Task item
Look through the entries that follow and return each line that has the string "solid".

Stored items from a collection
"""
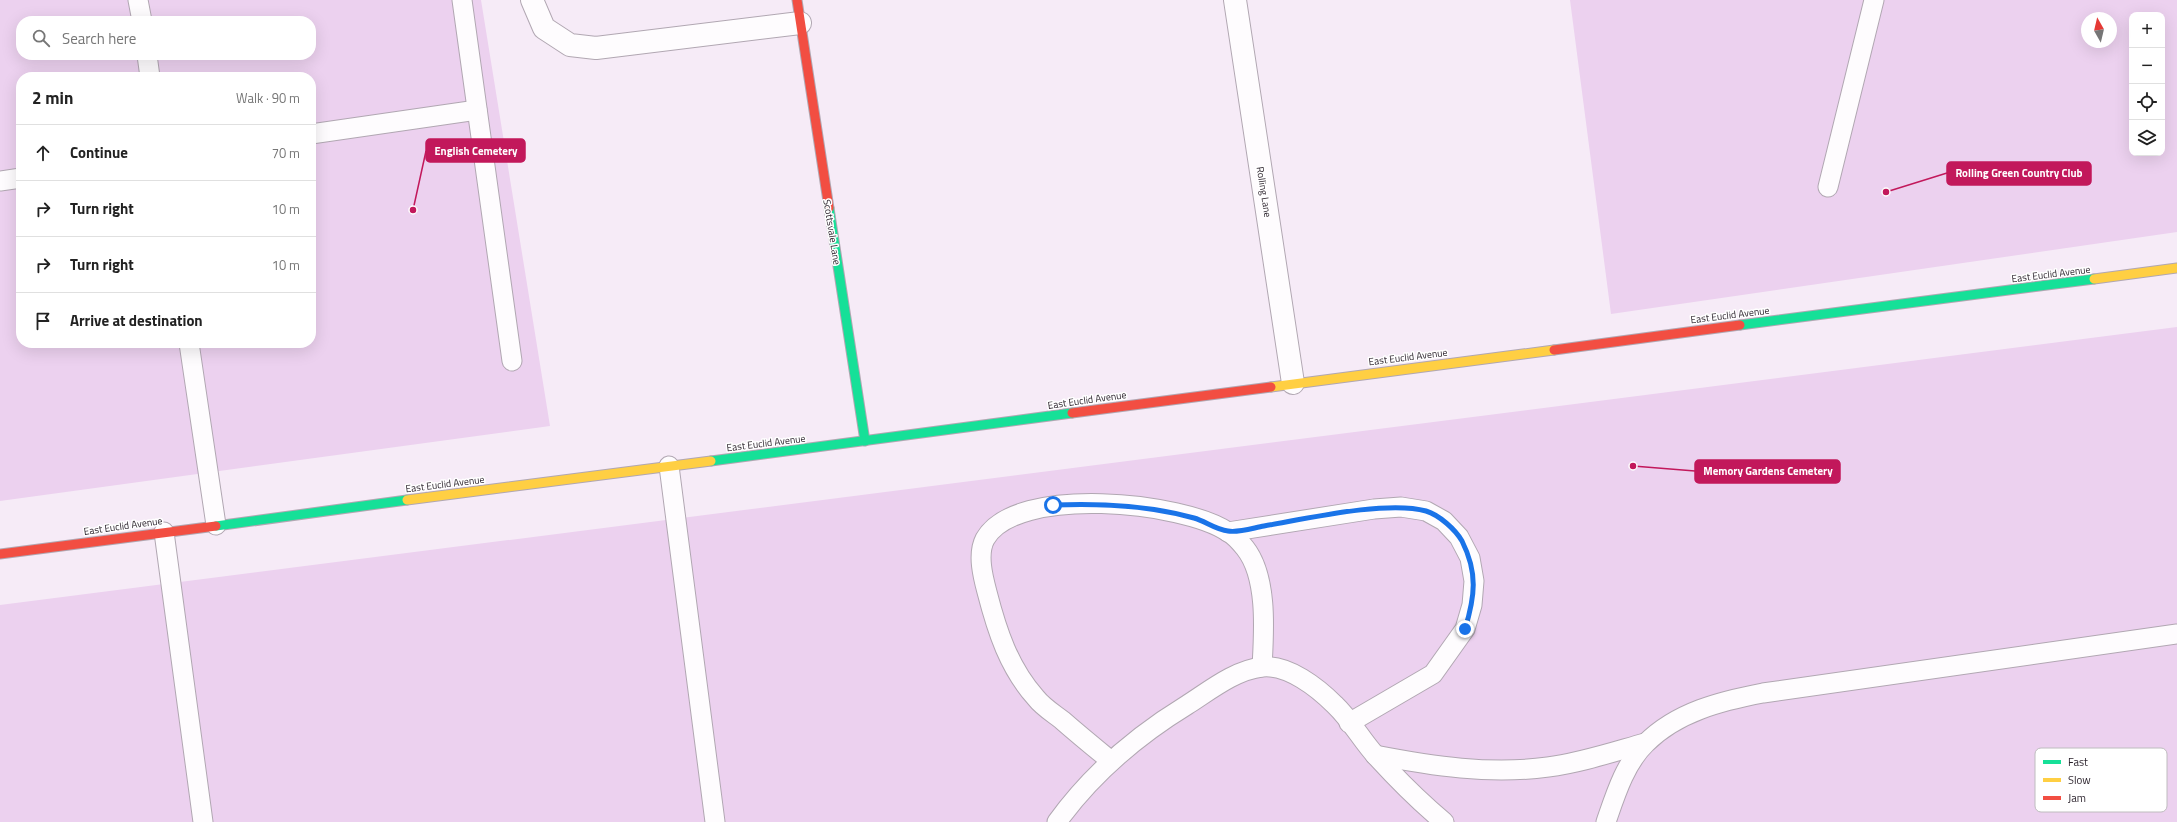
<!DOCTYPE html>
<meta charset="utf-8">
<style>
:root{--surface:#fff;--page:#f6f6f6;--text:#222;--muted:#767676;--line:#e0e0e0}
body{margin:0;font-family:"Titillium Web",sans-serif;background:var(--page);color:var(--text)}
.controls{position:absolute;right:12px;top:12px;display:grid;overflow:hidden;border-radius:8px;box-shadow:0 4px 16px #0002}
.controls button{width:36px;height:36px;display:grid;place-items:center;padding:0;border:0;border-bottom:1px solid var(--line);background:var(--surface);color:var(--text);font:20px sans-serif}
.compass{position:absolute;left:2081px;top:12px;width:36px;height:36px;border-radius:50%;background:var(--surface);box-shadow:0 4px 16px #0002;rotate:352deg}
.stop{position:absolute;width:12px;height:12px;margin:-9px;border:3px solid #1a73e8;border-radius:50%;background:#fff}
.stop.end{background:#1a73e8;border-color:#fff;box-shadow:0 1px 4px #0008}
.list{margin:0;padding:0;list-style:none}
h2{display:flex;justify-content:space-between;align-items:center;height:52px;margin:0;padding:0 16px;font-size:17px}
h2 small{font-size:13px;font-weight:400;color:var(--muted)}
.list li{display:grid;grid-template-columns:26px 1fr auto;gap:12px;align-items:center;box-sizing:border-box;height:56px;padding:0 16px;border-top:1px solid var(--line)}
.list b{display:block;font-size:15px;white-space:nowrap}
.list em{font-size:13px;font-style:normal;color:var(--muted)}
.icon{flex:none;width:22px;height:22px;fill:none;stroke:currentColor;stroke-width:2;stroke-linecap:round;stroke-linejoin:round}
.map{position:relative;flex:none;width:2177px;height:822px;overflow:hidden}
.search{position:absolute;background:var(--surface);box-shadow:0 4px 16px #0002;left:16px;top:16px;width:300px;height:44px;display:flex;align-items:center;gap:10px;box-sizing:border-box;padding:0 14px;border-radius:16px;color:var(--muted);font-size:15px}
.panel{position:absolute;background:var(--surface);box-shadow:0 4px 16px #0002;left:16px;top:72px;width:300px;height:276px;border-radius:16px}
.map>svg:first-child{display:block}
.green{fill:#ecd1ef;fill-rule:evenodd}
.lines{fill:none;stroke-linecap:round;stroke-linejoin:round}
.lane-casing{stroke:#b1a7b2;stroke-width:21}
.street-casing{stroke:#b1a7b2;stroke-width:24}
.fast-casing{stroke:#b1a7b2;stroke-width:11}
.slow-casing{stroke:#b1a7b2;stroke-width:11}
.jam-casing{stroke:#b1a7b2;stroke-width:11}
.lane{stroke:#fefcfe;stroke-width:19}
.street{stroke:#fefcfe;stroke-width:22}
.fast{stroke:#16e098;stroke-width:9}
.slow{stroke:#ffcf43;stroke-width:9}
.jam{stroke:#f24e42;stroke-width:9}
.route{stroke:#1a73e8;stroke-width:5}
.labels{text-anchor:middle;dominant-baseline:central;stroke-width:3;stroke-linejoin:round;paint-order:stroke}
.street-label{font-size:10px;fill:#271e28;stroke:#fff}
.key{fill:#fff;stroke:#bebcbe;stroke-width:1}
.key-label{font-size:11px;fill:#271e28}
.leader{fill:none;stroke:#c2185b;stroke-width:1.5}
.callout-dot{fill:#c2185b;stroke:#fff;stroke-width:1.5}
.callout{fill:#c2185b;stroke:#c2185b;stroke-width:1.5}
.callout-label{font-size:11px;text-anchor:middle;font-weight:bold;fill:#fff}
</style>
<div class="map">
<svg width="2177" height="822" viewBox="0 0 2177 822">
<rect width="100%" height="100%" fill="#f6ebf7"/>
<g class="green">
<path d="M 0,0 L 481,0 L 550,426 L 0,501 ZM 21,21 L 311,21 L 311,55 L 21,55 ZM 21,77 L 311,77 L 311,343 L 21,343 Z"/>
<path d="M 1570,0 L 2177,0 L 2177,232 L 1611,314 ZM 2132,15 L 2162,15 L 2162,153 L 2132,153 ZM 2087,18 L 2111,18 L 2111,42 L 2087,42 Z"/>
<path d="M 2177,327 L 2177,822 L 0,822 L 0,605 Z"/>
</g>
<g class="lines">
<defs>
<g id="lane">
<path d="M 138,0 L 142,21"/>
<path d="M 462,0 L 512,361"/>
<path d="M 147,55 L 150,77"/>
<path d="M 311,134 L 477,110"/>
<path d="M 0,181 L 21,178"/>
<path d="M 1828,187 L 1874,0"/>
<path d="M 189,343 L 216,525"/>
<path d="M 669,466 L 715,822"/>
<path d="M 164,532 L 203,822"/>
<path d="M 1228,532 L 1374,509 L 1401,507 L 1426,511 L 1444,521 L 1459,537 L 1470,558 L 1474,581 L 1472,605 L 1465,629 L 1433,674 L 1349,723"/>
<path d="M 1375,755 C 1432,766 1490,775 1548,767 C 1580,763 1613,752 1645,743"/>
<path d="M 1111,761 C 1095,748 1078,734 1062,720 C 1053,713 1043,707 1036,698 C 1009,668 997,631 987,592 C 983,577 977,554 985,539 C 1016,484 1184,502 1228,532 C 1234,535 1241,543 1245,548 C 1268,577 1264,632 1262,667"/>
<path d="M 1057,822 C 1091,775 1138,735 1187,705 C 1209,691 1235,670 1262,667 C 1288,664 1318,688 1335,705 C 1351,720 1362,741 1377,757 C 1398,780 1420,802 1444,822"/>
<path d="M 1606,822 C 1615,796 1625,763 1646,743 C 1677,712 1721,701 1763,693 L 2177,634"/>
</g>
<g id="street">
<path d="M 532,0 L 544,28 L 570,45 L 596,48 L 800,23"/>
<path d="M 1235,0 L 1293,383"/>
</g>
<g id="fast">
<path d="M 829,208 L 865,441"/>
<path d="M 1740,325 L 2094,279"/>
<path d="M 711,461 L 1072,413"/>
<path d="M 216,526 L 407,500"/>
</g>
<g id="slow">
<path d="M 2094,279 L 2177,268"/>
<path d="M 1271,387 L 1554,350"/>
<path d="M 407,500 L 711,461"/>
</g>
<g id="jam">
<path d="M 797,0 L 829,208"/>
<path d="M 1554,350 L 1740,325"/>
<path d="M 1072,413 L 1271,387"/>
<path d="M 0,554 L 216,526"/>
</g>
</defs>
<use href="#lane" class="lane-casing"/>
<use href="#street" class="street-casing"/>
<use href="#fast" class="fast-casing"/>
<use href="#slow" class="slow-casing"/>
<use href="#jam" class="jam-casing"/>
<use href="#lane" class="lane"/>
<use href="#street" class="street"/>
<use href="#fast" class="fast"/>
<use href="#slow" class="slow"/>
<use href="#jam" class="jam"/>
</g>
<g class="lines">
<path class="route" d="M 1053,505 C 1101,503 1148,505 1194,518 C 1205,521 1216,530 1228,531 C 1238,533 1253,528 1264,526 C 1305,519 1387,500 1426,511 C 1439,515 1455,529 1462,541 C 1478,573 1475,596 1465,629"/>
</g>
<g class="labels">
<g class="street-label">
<text transform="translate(1264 192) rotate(81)">Rolling Lane</text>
<text transform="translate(832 232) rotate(81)">Scottsvale Lane</text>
<text transform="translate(2051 274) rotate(-7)">East Euclid Avenue</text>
<text transform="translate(1730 315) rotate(-7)">East Euclid Avenue</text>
<text transform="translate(1408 357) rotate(-7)">East Euclid Avenue</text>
<text transform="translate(1087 400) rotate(-8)">East Euclid Avenue</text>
<text transform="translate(766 443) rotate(-7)">East Euclid Avenue</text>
<text transform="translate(445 484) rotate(-7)">East Euclid Avenue</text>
<text transform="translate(123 526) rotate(-8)">East Euclid Avenue</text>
</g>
</g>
<rect x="2035" y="748" width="132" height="64" rx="6" class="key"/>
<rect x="2043" y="760" width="18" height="4" fill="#16e098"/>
<rect x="2043" y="778" width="18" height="4" fill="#ffcf43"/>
<rect x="2043" y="796" width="18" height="4" fill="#f24e42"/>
<g class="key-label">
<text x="2068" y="766">Fast</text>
<text x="2068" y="784">Slow</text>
<text x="2068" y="802">Jam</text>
</g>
<path class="leader" d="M413 210L426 151M1886 192L1947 173M1633 466L1695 471"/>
<g class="callout-dot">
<circle cx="413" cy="210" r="4"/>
<circle cx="1886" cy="192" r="4"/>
<circle cx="1633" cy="466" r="4"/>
</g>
<g class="callout">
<rect x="426" y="139" width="99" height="23" rx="4"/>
<rect x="1947" y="162" width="144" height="23" rx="4"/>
<rect x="1695" y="460" width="145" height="23" rx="4"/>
</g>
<g class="callout-label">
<text x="476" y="155">English Cemetery</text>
<text x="2019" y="177">Rolling Green Country Club</text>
<text x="1768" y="475">Memory Gardens Cemetery</text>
</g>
</svg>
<div class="controls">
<button>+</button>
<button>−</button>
<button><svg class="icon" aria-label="locate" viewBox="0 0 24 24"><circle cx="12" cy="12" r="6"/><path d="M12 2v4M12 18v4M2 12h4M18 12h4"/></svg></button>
<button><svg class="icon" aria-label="layers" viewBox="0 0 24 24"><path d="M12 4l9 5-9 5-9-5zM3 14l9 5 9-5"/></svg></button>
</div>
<svg class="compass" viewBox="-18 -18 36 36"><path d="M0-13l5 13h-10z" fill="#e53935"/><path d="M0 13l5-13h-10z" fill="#767676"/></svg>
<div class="stop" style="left:1053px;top:505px"></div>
<div class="stop end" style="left:1465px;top:629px"></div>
<div class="search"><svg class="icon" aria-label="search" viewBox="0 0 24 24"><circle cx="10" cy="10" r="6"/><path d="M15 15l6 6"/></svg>Search here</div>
<section class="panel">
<h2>2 min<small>Walk · 90 m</small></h2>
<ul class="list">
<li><svg class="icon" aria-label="ahead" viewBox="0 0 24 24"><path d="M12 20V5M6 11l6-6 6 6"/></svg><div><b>Continue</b></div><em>70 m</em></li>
<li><svg class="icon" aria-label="right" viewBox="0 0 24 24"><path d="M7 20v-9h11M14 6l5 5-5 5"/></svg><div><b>Turn right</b></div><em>10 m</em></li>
<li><svg class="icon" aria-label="right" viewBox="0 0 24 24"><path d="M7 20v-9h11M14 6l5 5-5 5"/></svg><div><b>Turn right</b></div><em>10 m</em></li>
<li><svg class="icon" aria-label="arrive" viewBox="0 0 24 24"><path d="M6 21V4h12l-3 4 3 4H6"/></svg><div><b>Arrive at destination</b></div></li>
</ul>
</section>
</div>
"""
Output for this task
.controls button{width:36px;height:36px;display:grid;place-items:center;padding:0;border:0;border-bottom:1px solid var(--line);background:var(--surface);color:var(--text);font:20px sans-serif}
.stop{position:absolute;width:12px;height:12px;margin:-9px;border:3px solid #1a73e8;border-radius:50%;background:#fff}
.list li{display:grid;grid-template-columns:26px 1fr auto;gap:12px;align-items:center;box-sizing:border-box;height:56px;padding:0 16px;border-top:1px solid var(--line)}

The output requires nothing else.